しばらく2人で見つめ合っていると、彼女は僕を見て、何かに気付いたのか驚いたような顔を浮かべた。そして僕も、気付いてしまった。


「あああああああああああああああああ!!!!!!」


「あああああああああああああああああ!!!!!!」


 僕と彼女は同時に声を上げた。だが声を上げた理由は全く別物だろう。彼女の上げた声は、僕がこの学校にいるということについてだろう。そして僕の上げた悲鳴は、彼女に僕の女装が見つかってしまった恥ずかしさによる悲鳴だ。ここまでで分かる通り僕と彼女は知り合いだった。彼女がここにいるはずがないと思っていたから一瞬反応が遅れてしまった。……うーん、終わったかな?


「2人ともどうしましたか? 大丈夫ですか?」


 先生が、僕たちを心配したのか声をかけてきた。だが、僕は動揺してしまい返事を返すことができない。逆に彼女、藤宮霧江(ふじみやきりえ)は先生に向けて、返事を返そうとしてしまっている。


「えっえっだって、秋h……」


 そこで彼女は先生に向けていた顔をもう一度僕に向けてきた。頼む言わないで!

 霧江は、僕の顔と僕の隣を見て何かに気付いたかのように、にやりと笑うと、先生の方にもう一度顔を向け直した。

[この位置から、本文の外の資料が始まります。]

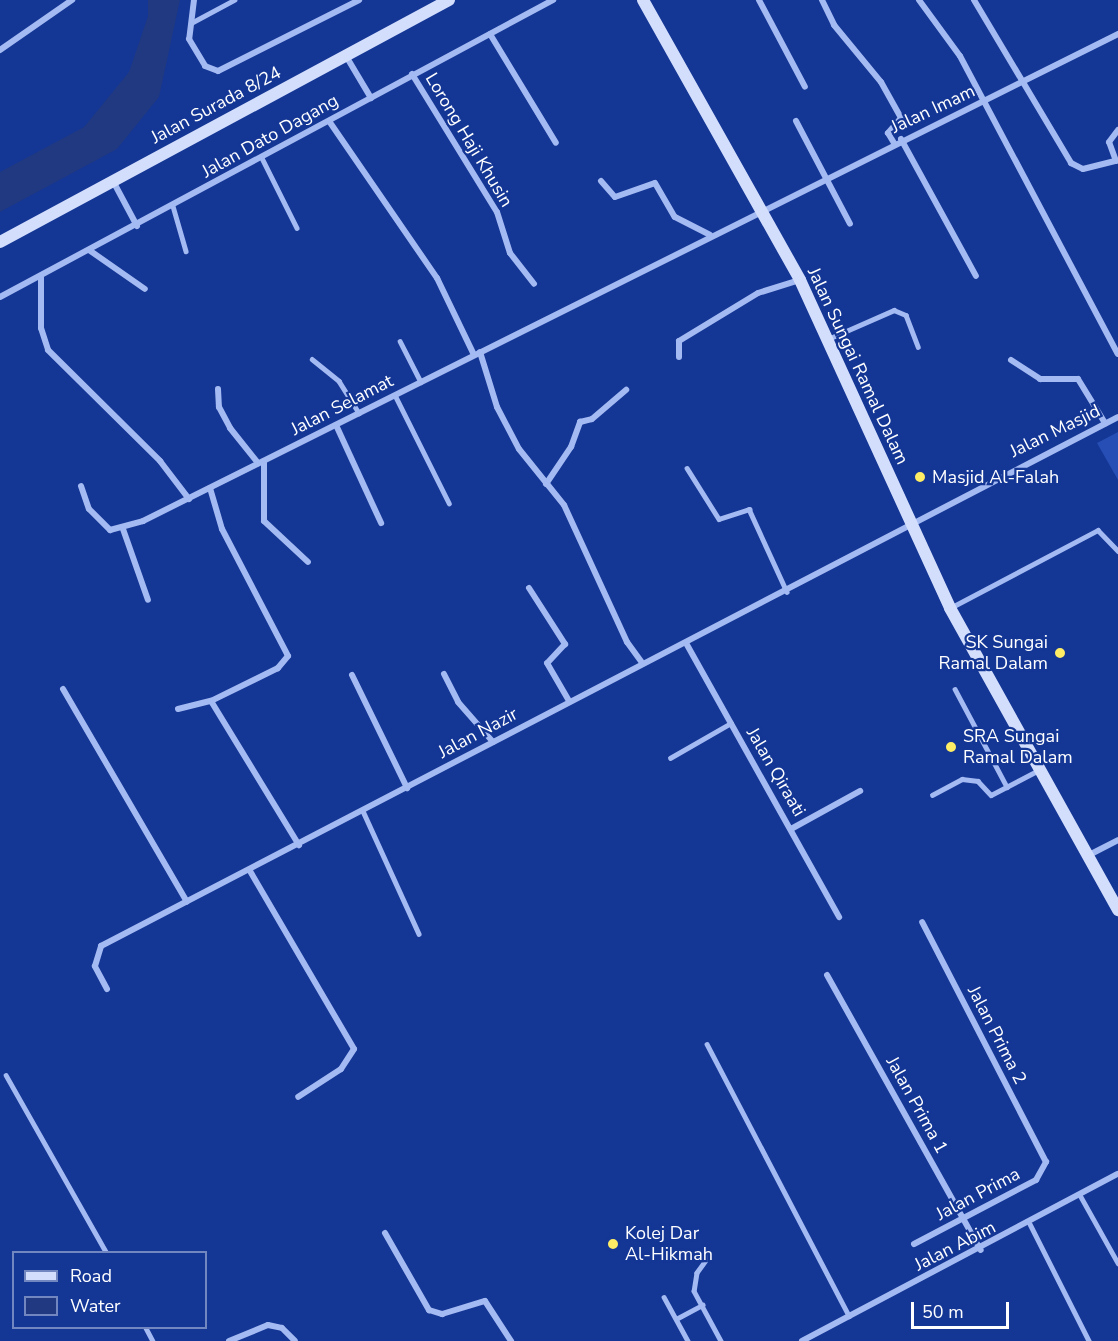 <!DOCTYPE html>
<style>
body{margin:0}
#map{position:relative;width:1118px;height:1341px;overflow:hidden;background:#143695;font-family:"Nunito Sans",sans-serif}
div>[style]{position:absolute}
.green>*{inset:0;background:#264eb4}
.water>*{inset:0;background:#203981}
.lane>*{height:4.5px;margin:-2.25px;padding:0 2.25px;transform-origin:2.25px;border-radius:2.25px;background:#a4baf2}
.street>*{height:6px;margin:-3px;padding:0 3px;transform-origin:3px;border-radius:3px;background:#a4baf2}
.secondary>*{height:12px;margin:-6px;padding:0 6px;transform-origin:6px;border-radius:6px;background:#d3defc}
.dots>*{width:16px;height:16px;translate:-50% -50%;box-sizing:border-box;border:3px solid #143695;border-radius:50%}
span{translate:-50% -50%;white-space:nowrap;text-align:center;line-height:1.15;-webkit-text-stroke:4.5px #143695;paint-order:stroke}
.street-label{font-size:18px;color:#fff}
.poi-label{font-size:18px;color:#fff}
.left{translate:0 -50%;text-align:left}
.right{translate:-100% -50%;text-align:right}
.legend{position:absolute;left:12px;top:1251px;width:195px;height:78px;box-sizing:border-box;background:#143695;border:2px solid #7286bf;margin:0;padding:8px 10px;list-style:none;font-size:18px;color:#fff}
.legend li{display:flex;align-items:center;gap:12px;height:30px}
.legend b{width:30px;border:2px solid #7286bf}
.scale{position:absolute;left:911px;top:1302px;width:98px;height:27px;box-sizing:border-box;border:3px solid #fff;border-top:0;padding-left:8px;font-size:18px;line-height:21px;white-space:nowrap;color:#fff;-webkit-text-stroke:4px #143695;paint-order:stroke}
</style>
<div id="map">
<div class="green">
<div style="clip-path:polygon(1118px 432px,1118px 480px,1097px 443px)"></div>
</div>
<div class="water">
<div style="clip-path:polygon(148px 0,180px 0,159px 97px,117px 149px,0 212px,0 172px,84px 127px,129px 72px,148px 16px)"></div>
</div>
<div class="lane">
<div style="left:191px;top:23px;width:49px;rotate:-28.1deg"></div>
<div style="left:262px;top:158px;width:78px;rotate:63.4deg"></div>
<div style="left:173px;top:206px;width:47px;rotate:73.9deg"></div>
<div style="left:828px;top:339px;width:72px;rotate:-23.7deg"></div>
<div style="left:894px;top:310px;width:13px;rotate:23deg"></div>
<div style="left:906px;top:315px;width:34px;rotate:69deg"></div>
<div style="left:400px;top:341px;width:46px;rotate:62.9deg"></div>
<div style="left:312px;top:359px;width:35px;rotate:39deg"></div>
<div style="left:339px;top:381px;width:38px;rotate:58deg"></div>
<div style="left:395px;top:395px;width:121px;rotate:63.4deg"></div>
<div style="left:687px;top:468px;width:60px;rotate:57.9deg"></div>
<div style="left:719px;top:519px;width:32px;rotate:-18deg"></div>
<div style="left:749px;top:509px;width:91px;rotate:65.4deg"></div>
<div style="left:950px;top:608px;width:167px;rotate:-27.8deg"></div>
<div style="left:1098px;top:530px;width:29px;rotate:46deg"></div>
<div style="left:955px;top:689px;width:111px;rotate:62deg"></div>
<div style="left:670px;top:758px;width:70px;rotate:-29.8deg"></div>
<div style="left:932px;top:795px;width:34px;rotate:-28deg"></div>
<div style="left:962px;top:779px;width:16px;rotate:7deg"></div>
<div style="left:978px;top:781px;width:19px;rotate:47deg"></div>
<div style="left:991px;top:795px;width:54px;rotate:-27.5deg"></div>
<div style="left:363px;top:811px;width:135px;rotate:65.5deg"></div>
<div style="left:707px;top:1044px;width:307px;rotate:62.4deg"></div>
<div style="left:6px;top:1075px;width:203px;rotate:60.5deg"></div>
<div style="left:1080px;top:1195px;width:78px;rotate:60.8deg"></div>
<div style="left:1030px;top:1224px;width:131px;rotate:63.2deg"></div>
<div style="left:710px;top:1255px;width:22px;rotate:126deg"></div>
<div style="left:697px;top:1273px;width:18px;rotate:99deg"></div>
<div style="left:694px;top:1291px;width:57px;rotate:61.6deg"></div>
<div style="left:664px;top:1297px;width:50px;rotate:61.4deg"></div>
<div style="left:676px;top:1319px;width:30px;rotate:-28deg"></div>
<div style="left:146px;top:1328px;width:15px;rotate:62deg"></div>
</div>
<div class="street">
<div style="left:194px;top:0;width:39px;rotate:97deg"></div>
<div style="left:189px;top:39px;width:31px;rotate:59deg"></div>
<div style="left:205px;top:66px;width:14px;rotate:21deg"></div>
<div style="left:218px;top:71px;width:158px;rotate:-26.7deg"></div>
<div style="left:759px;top:0;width:98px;rotate:62.1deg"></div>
<div style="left:822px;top:0;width:28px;rotate:64deg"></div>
<div style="left:834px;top:25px;width:74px;rotate:50.5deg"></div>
<div style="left:881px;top:82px;width:41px;rotate:60.9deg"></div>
<div style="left:901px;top:118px;width:20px;rotate:131deg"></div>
<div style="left:888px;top:133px;width:12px;rotate:59deg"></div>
<div style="left:919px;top:0;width:69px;rotate:53.8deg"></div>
<div style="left:960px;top:56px;width:337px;rotate:62.1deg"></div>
<div style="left:974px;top:0;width:190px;rotate:59.2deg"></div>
<div style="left:1071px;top:163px;width:13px;rotate:27deg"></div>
<div style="left:1083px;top:169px;width:34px;rotate:-14deg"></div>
<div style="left:1116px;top:161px;width:20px;rotate:-110deg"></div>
<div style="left:1109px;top:142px;width:15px;rotate:-53deg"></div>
<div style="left:490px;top:34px;width:127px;rotate:58.8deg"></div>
<div style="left:0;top:50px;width:88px;rotate:-34.8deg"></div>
<div style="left:346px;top:56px;width:49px;rotate:59.2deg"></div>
<div style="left:412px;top:74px;width:162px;rotate:58.4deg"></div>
<div style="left:497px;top:212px;width:43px;rotate:72.4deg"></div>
<div style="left:510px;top:253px;width:39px;rotate:52deg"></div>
<div style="left:329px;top:121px;width:191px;rotate:55.5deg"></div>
<div style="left:437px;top:278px;width:85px;rotate:64.3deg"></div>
<div style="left:796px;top:121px;width:116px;rotate:62.3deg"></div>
<div style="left:901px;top:139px;width:156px;rotate:61.3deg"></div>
<div style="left:113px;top:181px;width:51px;rotate:61.9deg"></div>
<div style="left:601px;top:181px;width:21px;rotate:49deg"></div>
<div style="left:615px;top:197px;width:42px;rotate:-19.3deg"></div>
<div style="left:655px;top:183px;width:39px;rotate:60deg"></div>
<div style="left:675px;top:217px;width:39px;rotate:27deg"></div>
<div style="left:89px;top:250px;width:68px;rotate:34.9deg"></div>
<div style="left:41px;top:276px;width:52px;rotate:90deg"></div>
<div style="left:41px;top:328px;width:23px;rotate:72deg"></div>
<div style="left:48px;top:350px;width:158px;rotate:44.7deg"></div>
<div style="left:160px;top:461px;width:48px;rotate:52.7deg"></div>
<div style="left:0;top:297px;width:628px;rotate:-28.24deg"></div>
<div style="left:480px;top:352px;width:58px;rotate:72.8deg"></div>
<div style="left:497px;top:407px;width:47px;rotate:62.4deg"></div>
<div style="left:519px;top:449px;width:72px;rotate:51.2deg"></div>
<div style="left:564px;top:505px;width:151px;rotate:65.3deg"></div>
<div style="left:627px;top:642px;width:26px;rotate:54deg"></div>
<div style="left:679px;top:357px;width:16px;rotate:-90deg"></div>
<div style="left:679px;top:341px;width:92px;rotate:-31.3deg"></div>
<div style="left:758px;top:293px;width:44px;rotate:-17.2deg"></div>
<div style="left:1011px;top:360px;width:35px;rotate:33deg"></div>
<div style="left:1040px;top:379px;width:38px"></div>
<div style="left:1078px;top:379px;width:52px;rotate:58.5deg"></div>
<div style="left:218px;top:389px;width:18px;rotate:87deg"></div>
<div style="left:219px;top:407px;width:24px;rotate:62deg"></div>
<div style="left:230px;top:428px;width:45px;rotate:51.3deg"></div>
<div style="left:336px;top:425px;width:108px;rotate:65.3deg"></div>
<div style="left:264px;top:461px;width:60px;rotate:90deg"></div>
<div style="left:264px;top:521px;width:60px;rotate:43deg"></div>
<div style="left:546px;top:484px;width:45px;rotate:-56deg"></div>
<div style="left:571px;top:447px;width:27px;rotate:-70deg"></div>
<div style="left:580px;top:422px;width:12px;rotate:-14deg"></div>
<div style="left:592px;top:419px;width:45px;rotate:-40.5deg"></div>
<div style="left:81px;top:486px;width:24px;rotate:71deg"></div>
<div style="left:89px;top:509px;width:30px;rotate:45deg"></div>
<div style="left:110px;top:530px;width:34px;rotate:-15deg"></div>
<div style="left:143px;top:521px;width:1090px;rotate:-26.54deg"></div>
<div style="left:210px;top:488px;width:43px;rotate:73.7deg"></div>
<div style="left:222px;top:529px;width:143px;rotate:62.5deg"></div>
<div style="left:288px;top:656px;width:16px;rotate:130deg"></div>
<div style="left:278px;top:668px;width:75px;rotate:153.8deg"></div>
<div style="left:123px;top:529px;width:75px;rotate:70.6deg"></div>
<div style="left:529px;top:588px;width:67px;rotate:57.3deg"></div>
<div style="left:565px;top:644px;width:26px;rotate:133deg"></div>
<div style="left:547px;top:663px;width:44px;rotate:59.9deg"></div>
<div style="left:686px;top:643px;width:314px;rotate:60.8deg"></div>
<div style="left:444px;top:674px;width:31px;rotate:63deg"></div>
<div style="left:458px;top:702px;width:53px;rotate:48.8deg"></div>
<div style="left:352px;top:675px;width:126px;rotate:64deg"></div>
<div style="left:63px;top:689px;width:246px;rotate:59.8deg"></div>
<div style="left:178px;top:709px;width:34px;rotate:-14deg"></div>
<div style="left:211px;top:701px;width:169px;rotate:58.6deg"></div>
<div style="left:791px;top:829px;width:79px;rotate:-28.8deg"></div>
<div style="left:1089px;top:855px;width:33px;rotate:-27deg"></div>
<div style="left:250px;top:871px;width:206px;rotate:59.7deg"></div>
<div style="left:354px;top:1049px;width:24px;rotate:123deg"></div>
<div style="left:341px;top:1069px;width:51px;rotate:146.9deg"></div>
<div style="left:827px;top:975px;width:315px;rotate:60.8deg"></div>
<div style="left:107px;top:989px;width:26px;rotate:-118deg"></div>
<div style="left:95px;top:966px;width:21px;rotate:-73deg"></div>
<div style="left:101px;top:946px;width:1146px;rotate:-27.48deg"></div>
<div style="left:385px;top:1233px;width:89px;rotate:60.3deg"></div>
<div style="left:429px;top:1310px;width:14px;rotate:17deg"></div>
<div style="left:442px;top:1314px;width:45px;rotate:-16.8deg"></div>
<div style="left:485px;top:1301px;width:48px;rotate:57deg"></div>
<div style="left:914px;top:1244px;width:138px;rotate:-27.7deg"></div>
<div style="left:1036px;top:1180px;width:21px;rotate:-61deg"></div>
<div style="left:1046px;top:1162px;width:270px;rotate:-117.3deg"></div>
<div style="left:229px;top:1341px;width:42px;rotate:-22.3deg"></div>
<div style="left:268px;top:1325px;width:14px;rotate:12deg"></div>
<div style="left:282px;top:1328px;width:18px;rotate:45deg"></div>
<div style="left:802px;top:1341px;width:357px;rotate:-27.9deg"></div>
</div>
<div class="secondary">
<div style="left:643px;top:0;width:321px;rotate:60.7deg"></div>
<div style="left:800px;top:280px;width:361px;rotate:65.4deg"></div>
<div style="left:950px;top:608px;width:346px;rotate:60.9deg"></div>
<div style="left:0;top:242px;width:510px;rotate:-28.32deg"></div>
</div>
<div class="dots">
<div style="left:920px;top:477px;background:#ffed65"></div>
<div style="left:1060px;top:653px;background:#ffed65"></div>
<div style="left:951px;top:747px;background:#ffed65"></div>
<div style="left:613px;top:1244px;background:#ffed65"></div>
</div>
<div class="street-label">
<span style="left:216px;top:105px;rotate:-28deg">Jalan Surada 8/24</span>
<span style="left:933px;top:109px;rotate:-25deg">Jalan Imam</span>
<span style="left:270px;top:136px;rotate:-29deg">Jalan Dato Dagang</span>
<span style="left:469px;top:140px;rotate:59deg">Lorong Haji Khusin</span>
<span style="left:858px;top:366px;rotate:65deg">Jalan Sungai Ramal Dalam</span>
<span style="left:342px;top:405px;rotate:-27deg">Jalan Selamat</span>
<span style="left:1055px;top:431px;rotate:-26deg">Jalan Masjid</span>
<span style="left:478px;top:733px;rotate:-28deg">Jalan Nazir</span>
<span style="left:776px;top:772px;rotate:60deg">Jalan Qiraati</span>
<span style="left:997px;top:1035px;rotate:63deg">Jalan Prima 2</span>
<span style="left:917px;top:1105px;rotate:61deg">Jalan Prima 1</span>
<span style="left:978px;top:1194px;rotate:-28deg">Jalan Prima</span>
<span style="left:955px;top:1246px;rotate:-27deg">Jalan Abim</span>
</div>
<div class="poi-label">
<span class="left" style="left:932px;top:477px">Masjid Al-Falah</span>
<span class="right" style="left:1048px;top:653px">SK Sungai<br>Ramal Dalam</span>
<span class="left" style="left:963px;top:747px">SRA Sungai<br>Ramal Dalam</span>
<span class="left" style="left:625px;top:1244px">Kolej Dar<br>Al-Hikmah</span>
</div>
<ul class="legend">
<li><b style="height:8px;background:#d3defc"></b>Road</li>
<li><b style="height:16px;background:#203981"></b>Water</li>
</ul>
<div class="scale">50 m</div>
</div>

「いや実はですね先生、この前財布を落としてしまったんですよ。それをそこのメイドさんが、拾って警察に届けてくれたんですね。その届けてくれた所で、ばったりと会いましてね。いやーあの時は助かりましたよー。まさか、この学園に来てるとは思いませんでしたよー」


 霧江は、先生に向けて即興で考えた話を展開している。助かった。彼女が優しくて理解が合って、そして何より、面白いことに目がない人でほんとうに助かった。


 彼女とは、僕がこの学校に来る前、1年前に卒業した学校で、クラスが同じでとても仲が良かった。最初は、僕が執事だということに面白がって近づいてきたが、僕ととても話があってすぐに仲良くなった。2人で遊びに行ったことだってある。

 だが結局彼女は、僕に進学先を教えてくれなかった。だけど、まさかこの学園に居るとは思わなかったな。


「あの時はありがとうね! メイドさん。そういえば名前はなんていうの?」


 ありがとうはこっちのセリフだよ。本当にありがとう。取り敢えずここは、彼女の設定に乗っかることにしよう。


「当然のことをしたまでですのでお礼はいりませんよ。私は紅葉といいます。よろしくお願い致します先輩」


「ごふっ」


 霧江が僕の返事を聞き吹き出してしまった。昔の僕と違いすぎて確かに面白いかもしれないけど、こっちも恥ずかしいんだから我慢してよ。


「くっくっく、もっ紅葉さんね。これからよろしくね」


 霧江は笑いが止まらないようだ。ほら、周りもどうかしたのか心配してるじゃないか。頼むからもう少し我慢して。


「霧江さん大丈夫ですか? 取り敢えず、班分けを行いますね」


 先生が、? を顔に浮かべながらも班分けを開始するようだ。神様、失礼だとは思いますが、霧江と同じ班にならないようにお願いします。